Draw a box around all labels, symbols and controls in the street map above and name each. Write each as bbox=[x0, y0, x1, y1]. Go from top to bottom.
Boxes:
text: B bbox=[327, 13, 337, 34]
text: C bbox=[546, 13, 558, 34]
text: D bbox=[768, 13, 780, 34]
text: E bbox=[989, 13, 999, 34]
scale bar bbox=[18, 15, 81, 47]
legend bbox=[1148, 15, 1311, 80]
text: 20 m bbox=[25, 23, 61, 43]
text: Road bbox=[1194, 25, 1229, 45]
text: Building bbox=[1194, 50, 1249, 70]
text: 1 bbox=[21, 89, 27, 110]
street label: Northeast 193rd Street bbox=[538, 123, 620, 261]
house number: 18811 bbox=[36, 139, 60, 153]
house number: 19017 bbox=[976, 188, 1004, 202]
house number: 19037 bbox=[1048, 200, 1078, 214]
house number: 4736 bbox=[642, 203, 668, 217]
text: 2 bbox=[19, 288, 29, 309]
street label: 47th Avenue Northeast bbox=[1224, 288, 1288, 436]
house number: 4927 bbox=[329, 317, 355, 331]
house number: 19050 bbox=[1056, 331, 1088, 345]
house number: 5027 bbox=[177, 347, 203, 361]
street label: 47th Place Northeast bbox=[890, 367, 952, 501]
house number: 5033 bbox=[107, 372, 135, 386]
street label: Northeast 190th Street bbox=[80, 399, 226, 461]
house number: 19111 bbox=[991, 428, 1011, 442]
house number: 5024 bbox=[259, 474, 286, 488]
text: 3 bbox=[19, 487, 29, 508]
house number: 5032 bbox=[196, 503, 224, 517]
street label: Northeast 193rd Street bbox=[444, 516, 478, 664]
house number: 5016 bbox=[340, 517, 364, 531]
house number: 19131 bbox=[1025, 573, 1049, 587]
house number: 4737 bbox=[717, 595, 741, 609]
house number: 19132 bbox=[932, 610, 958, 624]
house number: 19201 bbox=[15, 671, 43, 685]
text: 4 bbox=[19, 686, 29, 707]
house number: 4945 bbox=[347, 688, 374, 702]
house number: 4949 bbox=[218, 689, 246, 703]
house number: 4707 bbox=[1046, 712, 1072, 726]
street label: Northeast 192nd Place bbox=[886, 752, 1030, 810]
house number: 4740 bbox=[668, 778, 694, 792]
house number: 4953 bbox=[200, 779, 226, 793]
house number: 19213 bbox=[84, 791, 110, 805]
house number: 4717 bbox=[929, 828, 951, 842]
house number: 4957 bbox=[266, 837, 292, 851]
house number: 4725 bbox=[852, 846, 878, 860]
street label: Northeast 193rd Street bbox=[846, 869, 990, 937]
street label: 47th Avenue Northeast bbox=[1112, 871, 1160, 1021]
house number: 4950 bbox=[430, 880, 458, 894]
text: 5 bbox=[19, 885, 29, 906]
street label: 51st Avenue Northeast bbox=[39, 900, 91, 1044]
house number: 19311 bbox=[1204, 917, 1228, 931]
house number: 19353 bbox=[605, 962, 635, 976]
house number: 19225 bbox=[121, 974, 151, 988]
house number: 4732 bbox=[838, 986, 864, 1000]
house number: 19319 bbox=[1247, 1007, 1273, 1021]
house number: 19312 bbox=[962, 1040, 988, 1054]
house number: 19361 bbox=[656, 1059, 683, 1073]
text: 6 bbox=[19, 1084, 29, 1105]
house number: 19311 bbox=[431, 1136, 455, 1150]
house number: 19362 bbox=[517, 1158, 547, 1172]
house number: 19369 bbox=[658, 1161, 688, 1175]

**Task statement**.
For every entry above, give it back exactly as written.

**Exercise result**.
Draw a box around all labels, symbols and controls in the street map above and name each. Write each as bbox=[x0, y0, x1, y1]. Go from top to bottom.
Boxes:
text: B bbox=[327, 13, 337, 34]
text: C bbox=[546, 13, 558, 34]
text: D bbox=[768, 13, 780, 34]
text: E bbox=[989, 13, 999, 34]
scale bar bbox=[18, 15, 81, 47]
legend bbox=[1148, 15, 1311, 80]
text: 20 m bbox=[25, 23, 61, 43]
text: Road bbox=[1194, 25, 1229, 45]
text: Building bbox=[1194, 50, 1249, 70]
text: 1 bbox=[21, 89, 27, 110]
street label: Northeast 193rd Street bbox=[538, 123, 620, 261]
house number: 18811 bbox=[36, 139, 60, 153]
house number: 19017 bbox=[976, 188, 1004, 202]
house number: 19037 bbox=[1048, 200, 1078, 214]
house number: 4736 bbox=[642, 203, 668, 217]
text: 2 bbox=[19, 288, 29, 309]
street label: 47th Avenue Northeast bbox=[1224, 288, 1288, 436]
house number: 4927 bbox=[329, 317, 355, 331]
house number: 19050 bbox=[1056, 331, 1088, 345]
house number: 5027 bbox=[177, 347, 203, 361]
street label: 47th Place Northeast bbox=[890, 367, 952, 501]
house number: 5033 bbox=[107, 372, 135, 386]
street label: Northeast 190th Street bbox=[80, 399, 226, 461]
house number: 19111 bbox=[991, 428, 1011, 442]
house number: 5024 bbox=[259, 474, 286, 488]
text: 3 bbox=[19, 487, 29, 508]
house number: 5032 bbox=[196, 503, 224, 517]
street label: Northeast 193rd Street bbox=[444, 516, 478, 664]
house number: 5016 bbox=[340, 517, 364, 531]
house number: 19131 bbox=[1025, 573, 1049, 587]
house number: 4737 bbox=[717, 595, 741, 609]
house number: 19132 bbox=[932, 610, 958, 624]
house number: 19201 bbox=[15, 671, 43, 685]
text: 4 bbox=[19, 686, 29, 707]
house number: 4945 bbox=[347, 688, 374, 702]
house number: 4949 bbox=[218, 689, 246, 703]
house number: 4707 bbox=[1046, 712, 1072, 726]
street label: Northeast 192nd Place bbox=[886, 752, 1030, 810]
house number: 4740 bbox=[668, 778, 694, 792]
house number: 4953 bbox=[200, 779, 226, 793]
house number: 19213 bbox=[84, 791, 110, 805]
house number: 4717 bbox=[929, 828, 951, 842]
house number: 4957 bbox=[266, 837, 292, 851]
house number: 4725 bbox=[852, 846, 878, 860]
street label: Northeast 193rd Street bbox=[846, 869, 990, 937]
street label: 47th Avenue Northeast bbox=[1112, 871, 1160, 1021]
house number: 4950 bbox=[430, 880, 458, 894]
text: 5 bbox=[19, 885, 29, 906]
street label: 51st Avenue Northeast bbox=[39, 900, 91, 1044]
house number: 19311 bbox=[1204, 917, 1228, 931]
house number: 19353 bbox=[605, 962, 635, 976]
house number: 19225 bbox=[121, 974, 151, 988]
house number: 4732 bbox=[838, 986, 864, 1000]
house number: 19319 bbox=[1247, 1007, 1273, 1021]
house number: 19312 bbox=[962, 1040, 988, 1054]
house number: 19361 bbox=[656, 1059, 683, 1073]
text: 6 bbox=[19, 1084, 29, 1105]
house number: 19311 bbox=[431, 1136, 455, 1150]
house number: 19362 bbox=[517, 1158, 547, 1172]
house number: 19369 bbox=[658, 1161, 688, 1175]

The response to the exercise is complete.